Translational Gastrointestinal Oncology, Department of Pathology, Netherlands Cancer Institute, Amsterdam, The Netherlands.
Oncoproteomics Laboratory, Department of Medical Oncology, VU University Medical Centre, Amsterdam, The Netherlands.
J Pathol. 2018 Nov;246(3):266-276. doi: 10.1002/path.5129. Epub 2018 Aug 31.
Consensus molecular subtyping is an RNA expression-based classification system for colorectal cancer (CRC). Genomic alterations accumulate during CRC pathogenesis, including the premalignant adenoma stage, leading to changes in RNA expression. Only a minority of adenomas progress to malignancies, a transition that is associated with specific DNA copy number aberrations or microsatellite instability (MSI). We aimed to investigate whether colorectal adenomas can already be stratified into consensus molecular subtype (CMS) classes, and whether specific CMS classes are related to the presence of specific DNA copy number aberrations associated with progression to malignancy. RNA sequencing was performed on 62 adenomas and 59 CRCs. MSI status was determined with polymerase chain reaction-based methodology. DNA copy number was assessed by low-coverage DNA sequencing (n = 30) or array-comparative genomic hybridisation (n = 32). Adenomas were classified into CMS classes together with CRCs from the study cohort and from The Cancer Genome Atlas (n = 556), by use of the established CMS classifier. As a result, 54 of 62 (87%) adenomas were classified according to the CMS. The CMS3 'metabolic subtype', which was least common among CRCs, was most prevalent among adenomas (n = 45; 73%). One of the two adenomas showing MSI was classified as CMS1 (2%), the 'MSI immune' subtype. Eight adenomas (13%) were classified as the 'canonical' CMS2. No adenomas were classified as the 'mesenchymal' CMS4, consistent with the fact that adenomas lack invasion-associated stroma. The distribution of the CMS classes among adenomas was confirmed in an independent series. CMS3 was enriched with adenomas at low risk of progressing to CRC, whereas relatively more high-risk adenomas were observed in CMS2. We conclude that adenomas can be stratified into the CMS classes. Considering that CMS1 and CMS2 expression signatures may mark adenomas at increased risk of progression, the distribution of the CMS classes among adenomas is consistent with the proportion of adenomas expected to progress to CRC. © 2018 The Authors. The Journal of Pathology published by John Wiley & Sons Ltd on behalf of Pathological Society of Great Britain and Ireland.
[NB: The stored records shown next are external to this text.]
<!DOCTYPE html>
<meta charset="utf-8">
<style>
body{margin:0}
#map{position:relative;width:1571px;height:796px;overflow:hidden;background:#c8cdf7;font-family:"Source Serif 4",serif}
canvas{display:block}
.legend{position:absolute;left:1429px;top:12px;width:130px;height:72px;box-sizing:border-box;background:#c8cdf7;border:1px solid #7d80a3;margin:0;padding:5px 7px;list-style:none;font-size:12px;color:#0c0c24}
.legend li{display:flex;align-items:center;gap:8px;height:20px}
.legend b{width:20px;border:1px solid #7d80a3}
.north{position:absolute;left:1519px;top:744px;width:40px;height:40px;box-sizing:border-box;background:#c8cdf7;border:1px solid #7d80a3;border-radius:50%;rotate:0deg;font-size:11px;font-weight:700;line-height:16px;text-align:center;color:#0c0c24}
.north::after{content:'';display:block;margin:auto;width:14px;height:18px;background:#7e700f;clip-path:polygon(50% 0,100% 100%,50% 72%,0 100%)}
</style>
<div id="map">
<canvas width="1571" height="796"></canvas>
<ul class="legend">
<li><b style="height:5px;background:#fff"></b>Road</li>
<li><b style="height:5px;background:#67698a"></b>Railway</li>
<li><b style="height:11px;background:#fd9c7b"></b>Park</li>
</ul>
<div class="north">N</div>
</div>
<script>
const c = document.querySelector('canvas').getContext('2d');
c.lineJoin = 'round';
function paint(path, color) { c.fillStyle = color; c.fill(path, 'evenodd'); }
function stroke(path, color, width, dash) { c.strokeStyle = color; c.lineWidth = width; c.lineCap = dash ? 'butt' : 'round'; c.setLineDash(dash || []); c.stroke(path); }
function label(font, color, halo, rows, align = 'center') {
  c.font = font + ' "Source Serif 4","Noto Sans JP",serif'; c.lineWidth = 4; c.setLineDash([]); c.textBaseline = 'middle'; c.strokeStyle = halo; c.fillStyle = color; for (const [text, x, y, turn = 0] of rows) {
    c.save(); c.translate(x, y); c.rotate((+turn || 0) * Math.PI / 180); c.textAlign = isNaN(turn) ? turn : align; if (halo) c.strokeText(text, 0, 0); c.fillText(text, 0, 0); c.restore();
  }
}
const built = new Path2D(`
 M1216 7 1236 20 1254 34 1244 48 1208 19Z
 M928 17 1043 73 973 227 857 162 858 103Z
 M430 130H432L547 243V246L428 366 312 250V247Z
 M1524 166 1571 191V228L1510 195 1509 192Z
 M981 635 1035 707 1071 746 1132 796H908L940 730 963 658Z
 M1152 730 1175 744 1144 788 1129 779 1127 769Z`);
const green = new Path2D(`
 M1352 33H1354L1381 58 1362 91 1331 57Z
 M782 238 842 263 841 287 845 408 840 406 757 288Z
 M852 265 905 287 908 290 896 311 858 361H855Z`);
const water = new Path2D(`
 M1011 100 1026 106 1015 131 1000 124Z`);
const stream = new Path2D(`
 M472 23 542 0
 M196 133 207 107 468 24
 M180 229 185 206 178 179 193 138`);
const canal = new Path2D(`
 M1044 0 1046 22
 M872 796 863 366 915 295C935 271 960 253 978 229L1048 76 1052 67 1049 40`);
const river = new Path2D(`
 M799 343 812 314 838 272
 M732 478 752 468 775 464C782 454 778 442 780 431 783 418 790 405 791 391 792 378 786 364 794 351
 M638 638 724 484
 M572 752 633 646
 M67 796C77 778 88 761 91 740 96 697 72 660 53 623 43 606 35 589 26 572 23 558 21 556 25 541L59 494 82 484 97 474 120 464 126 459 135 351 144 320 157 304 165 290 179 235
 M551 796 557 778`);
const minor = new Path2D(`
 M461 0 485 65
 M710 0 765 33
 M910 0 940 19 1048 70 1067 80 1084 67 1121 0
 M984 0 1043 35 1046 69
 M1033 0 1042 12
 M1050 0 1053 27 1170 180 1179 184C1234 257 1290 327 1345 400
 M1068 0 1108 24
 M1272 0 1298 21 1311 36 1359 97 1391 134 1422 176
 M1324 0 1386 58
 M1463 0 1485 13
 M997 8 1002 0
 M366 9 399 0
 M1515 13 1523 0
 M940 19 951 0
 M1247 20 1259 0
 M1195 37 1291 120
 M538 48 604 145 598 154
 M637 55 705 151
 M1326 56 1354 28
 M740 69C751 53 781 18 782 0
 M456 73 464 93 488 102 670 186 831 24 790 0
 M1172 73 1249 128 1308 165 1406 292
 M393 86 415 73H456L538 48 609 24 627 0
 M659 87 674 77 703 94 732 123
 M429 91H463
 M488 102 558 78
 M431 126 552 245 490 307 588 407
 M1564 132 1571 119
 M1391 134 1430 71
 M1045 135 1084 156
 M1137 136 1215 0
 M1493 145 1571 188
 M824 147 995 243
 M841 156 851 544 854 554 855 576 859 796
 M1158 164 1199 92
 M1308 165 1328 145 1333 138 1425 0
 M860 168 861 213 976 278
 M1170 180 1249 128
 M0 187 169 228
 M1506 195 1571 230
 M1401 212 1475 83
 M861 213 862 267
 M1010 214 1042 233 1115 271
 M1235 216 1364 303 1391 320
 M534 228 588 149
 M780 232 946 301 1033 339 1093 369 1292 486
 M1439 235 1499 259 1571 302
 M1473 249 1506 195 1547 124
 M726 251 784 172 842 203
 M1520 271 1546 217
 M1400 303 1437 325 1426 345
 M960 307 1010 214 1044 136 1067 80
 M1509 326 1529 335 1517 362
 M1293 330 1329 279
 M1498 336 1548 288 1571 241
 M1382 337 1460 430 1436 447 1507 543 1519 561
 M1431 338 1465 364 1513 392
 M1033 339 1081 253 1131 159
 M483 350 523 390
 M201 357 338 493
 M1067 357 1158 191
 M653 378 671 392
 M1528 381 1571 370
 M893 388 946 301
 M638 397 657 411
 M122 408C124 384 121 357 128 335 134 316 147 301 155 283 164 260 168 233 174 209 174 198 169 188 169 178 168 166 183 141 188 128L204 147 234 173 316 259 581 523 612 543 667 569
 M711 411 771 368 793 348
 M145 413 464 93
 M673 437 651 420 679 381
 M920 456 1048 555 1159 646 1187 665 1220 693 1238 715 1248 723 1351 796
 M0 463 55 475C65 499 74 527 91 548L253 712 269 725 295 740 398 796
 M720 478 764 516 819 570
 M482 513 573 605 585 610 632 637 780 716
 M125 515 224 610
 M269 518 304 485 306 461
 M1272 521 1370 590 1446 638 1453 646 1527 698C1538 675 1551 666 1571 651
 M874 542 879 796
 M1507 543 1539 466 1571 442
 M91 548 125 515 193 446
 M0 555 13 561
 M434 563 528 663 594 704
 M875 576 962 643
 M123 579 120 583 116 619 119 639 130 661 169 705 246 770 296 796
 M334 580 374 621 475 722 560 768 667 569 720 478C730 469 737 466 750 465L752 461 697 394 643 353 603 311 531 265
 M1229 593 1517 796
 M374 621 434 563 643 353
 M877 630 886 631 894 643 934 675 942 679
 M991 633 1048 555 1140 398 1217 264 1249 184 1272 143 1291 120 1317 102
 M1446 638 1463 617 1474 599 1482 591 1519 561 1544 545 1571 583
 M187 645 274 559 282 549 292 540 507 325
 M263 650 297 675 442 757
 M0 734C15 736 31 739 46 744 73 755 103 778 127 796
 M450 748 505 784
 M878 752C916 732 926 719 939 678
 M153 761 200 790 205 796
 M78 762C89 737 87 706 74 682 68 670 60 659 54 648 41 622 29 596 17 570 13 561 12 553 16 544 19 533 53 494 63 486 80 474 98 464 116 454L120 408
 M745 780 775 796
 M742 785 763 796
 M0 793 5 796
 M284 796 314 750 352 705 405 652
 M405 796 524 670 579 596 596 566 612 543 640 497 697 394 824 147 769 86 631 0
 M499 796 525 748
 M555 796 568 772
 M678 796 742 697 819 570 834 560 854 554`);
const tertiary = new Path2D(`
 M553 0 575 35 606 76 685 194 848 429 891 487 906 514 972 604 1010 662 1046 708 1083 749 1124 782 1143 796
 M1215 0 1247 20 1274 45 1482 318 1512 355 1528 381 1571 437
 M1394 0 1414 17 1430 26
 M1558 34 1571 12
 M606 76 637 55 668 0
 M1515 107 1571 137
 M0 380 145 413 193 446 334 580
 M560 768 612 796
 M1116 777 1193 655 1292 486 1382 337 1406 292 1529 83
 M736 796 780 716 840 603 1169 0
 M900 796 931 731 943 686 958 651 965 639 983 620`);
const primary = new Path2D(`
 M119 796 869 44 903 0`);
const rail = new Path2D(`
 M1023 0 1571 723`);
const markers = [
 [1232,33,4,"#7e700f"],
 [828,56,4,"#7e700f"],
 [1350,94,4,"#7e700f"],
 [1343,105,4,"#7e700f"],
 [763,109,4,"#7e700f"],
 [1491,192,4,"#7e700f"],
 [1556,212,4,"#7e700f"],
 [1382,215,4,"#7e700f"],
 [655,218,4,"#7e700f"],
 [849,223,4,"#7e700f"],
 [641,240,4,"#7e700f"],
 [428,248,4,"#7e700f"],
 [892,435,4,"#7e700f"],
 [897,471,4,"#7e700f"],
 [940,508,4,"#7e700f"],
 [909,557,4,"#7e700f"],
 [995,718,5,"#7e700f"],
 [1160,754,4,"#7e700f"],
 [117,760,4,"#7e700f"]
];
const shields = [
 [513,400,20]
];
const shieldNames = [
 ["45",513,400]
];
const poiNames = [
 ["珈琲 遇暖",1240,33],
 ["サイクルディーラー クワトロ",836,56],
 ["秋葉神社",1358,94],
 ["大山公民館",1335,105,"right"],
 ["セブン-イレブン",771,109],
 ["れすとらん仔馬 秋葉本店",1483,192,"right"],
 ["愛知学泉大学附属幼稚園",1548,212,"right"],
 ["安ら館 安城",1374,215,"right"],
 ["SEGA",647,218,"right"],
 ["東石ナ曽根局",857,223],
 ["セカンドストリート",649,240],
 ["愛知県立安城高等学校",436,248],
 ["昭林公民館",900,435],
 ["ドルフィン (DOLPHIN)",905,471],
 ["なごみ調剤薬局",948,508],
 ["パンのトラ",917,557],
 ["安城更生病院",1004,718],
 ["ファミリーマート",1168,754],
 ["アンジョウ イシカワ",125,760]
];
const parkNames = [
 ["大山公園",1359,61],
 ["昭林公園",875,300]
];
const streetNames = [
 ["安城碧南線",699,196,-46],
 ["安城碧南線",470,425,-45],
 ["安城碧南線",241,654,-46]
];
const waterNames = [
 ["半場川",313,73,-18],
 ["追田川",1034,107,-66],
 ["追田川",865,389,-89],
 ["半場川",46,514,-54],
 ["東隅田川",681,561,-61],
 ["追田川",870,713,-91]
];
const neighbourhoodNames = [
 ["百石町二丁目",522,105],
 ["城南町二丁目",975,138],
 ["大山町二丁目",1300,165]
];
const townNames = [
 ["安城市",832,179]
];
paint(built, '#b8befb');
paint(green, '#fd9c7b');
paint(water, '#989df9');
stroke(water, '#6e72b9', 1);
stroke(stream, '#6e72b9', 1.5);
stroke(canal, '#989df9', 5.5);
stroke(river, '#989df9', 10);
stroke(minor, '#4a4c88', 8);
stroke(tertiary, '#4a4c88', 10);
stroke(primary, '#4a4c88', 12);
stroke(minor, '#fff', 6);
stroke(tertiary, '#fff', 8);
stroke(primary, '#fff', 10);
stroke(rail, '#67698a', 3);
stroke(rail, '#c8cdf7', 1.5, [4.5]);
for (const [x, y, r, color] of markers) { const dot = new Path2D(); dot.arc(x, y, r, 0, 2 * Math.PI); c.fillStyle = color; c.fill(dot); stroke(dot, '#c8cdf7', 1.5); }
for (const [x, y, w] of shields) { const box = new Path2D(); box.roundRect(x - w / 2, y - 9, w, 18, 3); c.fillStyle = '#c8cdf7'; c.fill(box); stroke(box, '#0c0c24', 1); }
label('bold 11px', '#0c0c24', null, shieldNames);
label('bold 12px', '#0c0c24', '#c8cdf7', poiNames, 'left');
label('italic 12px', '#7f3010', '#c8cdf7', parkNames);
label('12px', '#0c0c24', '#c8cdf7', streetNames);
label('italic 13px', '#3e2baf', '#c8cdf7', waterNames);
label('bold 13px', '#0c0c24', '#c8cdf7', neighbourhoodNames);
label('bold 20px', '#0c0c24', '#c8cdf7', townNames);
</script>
共识分子亚型是一种基于 RNA 表达的结直肠癌(CRC)分类系统。在 CRC 发病过程中,包括癌前腺瘤阶段,基因组改变会导致 RNA 表达发生变化。只有少数腺瘤会发展为恶性肿瘤,这种转变与特定的 DNA 拷贝数异常或微卫星不稳定性(MSI)有关。我们旨在研究结直肠腺瘤是否已经可以分为共识分子亚型(CMS)类别,以及特定的 CMS 类别是否与与进展为恶性肿瘤相关的特定 DNA 拷贝数异常有关。对 62 个腺瘤和 59 个 CRC 进行了 RNA 测序。MSI 状态通过聚合酶链反应为基础的方法确定。通过低覆盖度 DNA 测序(n=30)或阵列比较基因组杂交(n=32)评估 DNA 拷贝数。通过使用已建立的 CMS 分类器,将腺瘤与研究队列和癌症基因组图谱(n=556)中的 CRC 一起分类为 CMS 类别。结果,62 个腺瘤中有 54 个(87%)根据 CMS 进行了分类。CMS3“代谢亚型”在 CRC 中最不常见,但在腺瘤中最为常见(n=45;73%)。两个 MSI 中的一个被分类为 CMS1(2%),“MSI 免疫”亚型。8 个腺瘤(13%)被分类为“经典”CMS2。没有腺瘤被分类为“间质”CMS4,这与腺瘤缺乏侵袭相关的基质一致。CMS 类别的分布在独立系列中得到了证实。CMS3 中腺瘤进展为 CRC 的风险较低,而 CMS2 中观察到相对更多的高危腺瘤。我们得出的结论是,腺瘤可以分为 CMS 类别。考虑到 CMS1 和 CMS2 表达特征可能标志着进展为 CRC 的风险增加的腺瘤,CMS 类别的分布与预期进展为 CRC 的腺瘤比例一致。